From Casetext: Smarter Legal Research

U.S. v. Sutherland

United States District Court, D. South Dakota, Western Division
Nov 10, 2008
CR. 07-50106-02 (D.S.D. Nov. 10, 2008)

Opinion

CR. 07-50106-02.

November 10, 2008


ORDER GRANTING IN PART AND DENYING IN PART DEFENDANT'S FIRST MOTION IN LIMINE, GRANTING DEFENDANT'S SECOND MOTION IN LIMINE


Defendant has filed a first motion in limine to exclude 24 pieces of evidence at Defendant's trial. Docket 47-48. The Government has responded to this motion. Docket 56. Defendant has also filed a second motion in limine specifically addressing statements of a co-defendant, Michael Henley. Docket 52. The Government has also filed a response to this motion. Docket 57. For the reasons stated below, both of Defendant's motions in limine are granted in part and denied in part. The Court addresses each request in turn.

1. Testimony by Trooper Oxner

First, Defendant seeks to exclude testimony from Highway Patrol Trooper Matt Oxner regarding his suspicions about the presence of drugs based on his observations. Docket 47. Defendant argues that such testimony is expert testimony, and that Trooper Oxner is not an expert and his testimony is not admissible under Federal Rule of Evidence 702 andDaubert. Docket 48, page 7-8. The Government argues that such testimony is admissible under Federal Rule of Evidence 701, which permits opinion testimony from lay witnesses.

The Court is unclear exactly what testimony the Government will solicit from Trooper Oxner. Nevertheless, as to Oxner's observations regarding the facts of the traffic stop and the inferences he drew from those observations, the Court believes that such statements fall within Federal Rule of Evidence 701. Such opinions and inferences are permissible when offered by lay witnesses when they are not grounded in "scientific, technical, or other specialized knowledge." Fed.R.Evid. 701. Based on the information before the Court, it does not believe that Oxner's testimony will stray into areas of specialized knowledge or outside the realm of inferences the jury may make for themselves based on their own understanding and experiences. Thus, such observations and inferences are admissible under Federal Rule of Evidence 701. However, should Trooper Oxner testify as to conclusions based on specialized knowledge, the Court may reconsider this ruling. See United States v. White, 890 F.2d 1012, 1014 (8th Cir. 1989) (concluding that courts may "allow law enforcement officials to testify as experts concerning the modus operandi of drug dealers and other criminals in areas concerning activities which are `not something with which most jurors are familiar'").
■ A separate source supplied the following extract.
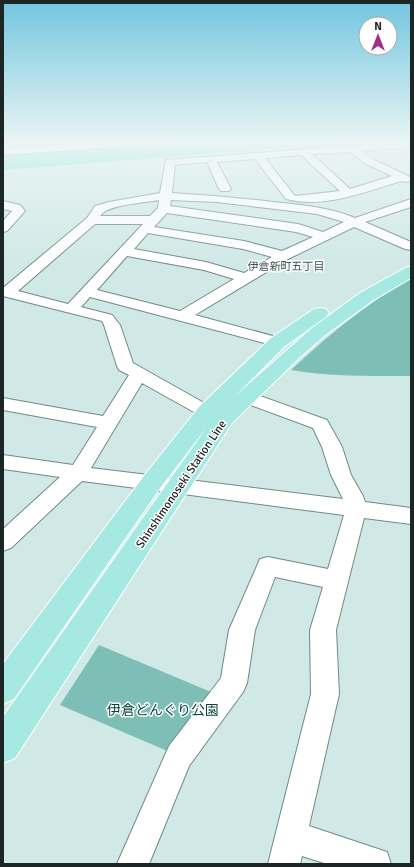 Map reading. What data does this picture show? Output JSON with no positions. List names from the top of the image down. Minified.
{"streets":{"main road":["Shinshimonoseki Station Line"]},"districts":["伊倉新町五丁目"],"parks":["伊倉どんぐり公園"],"north":"top"}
Defendant also seeks to exclude Oxner's opinions about what occurred on the video taken by the camera in the patrol vehicle. Docket 48, page 9. Defendant argues that "[t]he best evidence is the video and [it] does not need contemporaneous interpretation by the trooper." Id. In response, the Government argues that contemporaneous commentary on the video does not violate the best evidence rule. Docket 56, page 2. The Court agrees with Defendant. Federal Rule of Evidence 1002 states that to prove the content of a recording, only the original is required, and neither the rule nor any annotation mentions anything about the inadmissibility of further testimony regarding the original recording. The Court believes that Oxner's opinions about what occurred on the video are relevant and helpful to the jury. See Fed.R.Evid. 401. Thus, such opinions are admissible, and Defendant's motion to exclude contemporaneous commentary from Oxner regarding the video tape is denied.

2. Personal Items Belonging to Defendants

Defendant also seeks to exclude evidence seized in the traffic stop, including money, personal items belonging to both Defendants, a car rental agreement, other paperwork, a knife, bottles of tequila, baggies with crack cocaine and marijuana, rubber bands, a navigation system, phone chargers, a watch, and "[o]ther personal items obtained by Defendants, if any." Docket 47, page 1-2. Defendant argues that these items are inadmissible under Federal Rule of Evidence 401 and 403, in that they are not relevant, or, if they are relevant, the danger of unfair prejudice outweighs their probative value. Docket 48, page 9. In response, the Government requests that the Court delay its ruling on these pieces of evidence to rule on the question at trial, where their admissibility is more easily evaluated. Docket 56, page 2. Further, the Government does not object to exclusion of the following pieces of evidence: Item 18, photos of Defendants in restraints; Item 21, Henley's criminal history; and Item 22, Test results of a urine sample from Defendant Henley. Thus, with regard to Items 18, 21, and 22, Defendant's motion is granted.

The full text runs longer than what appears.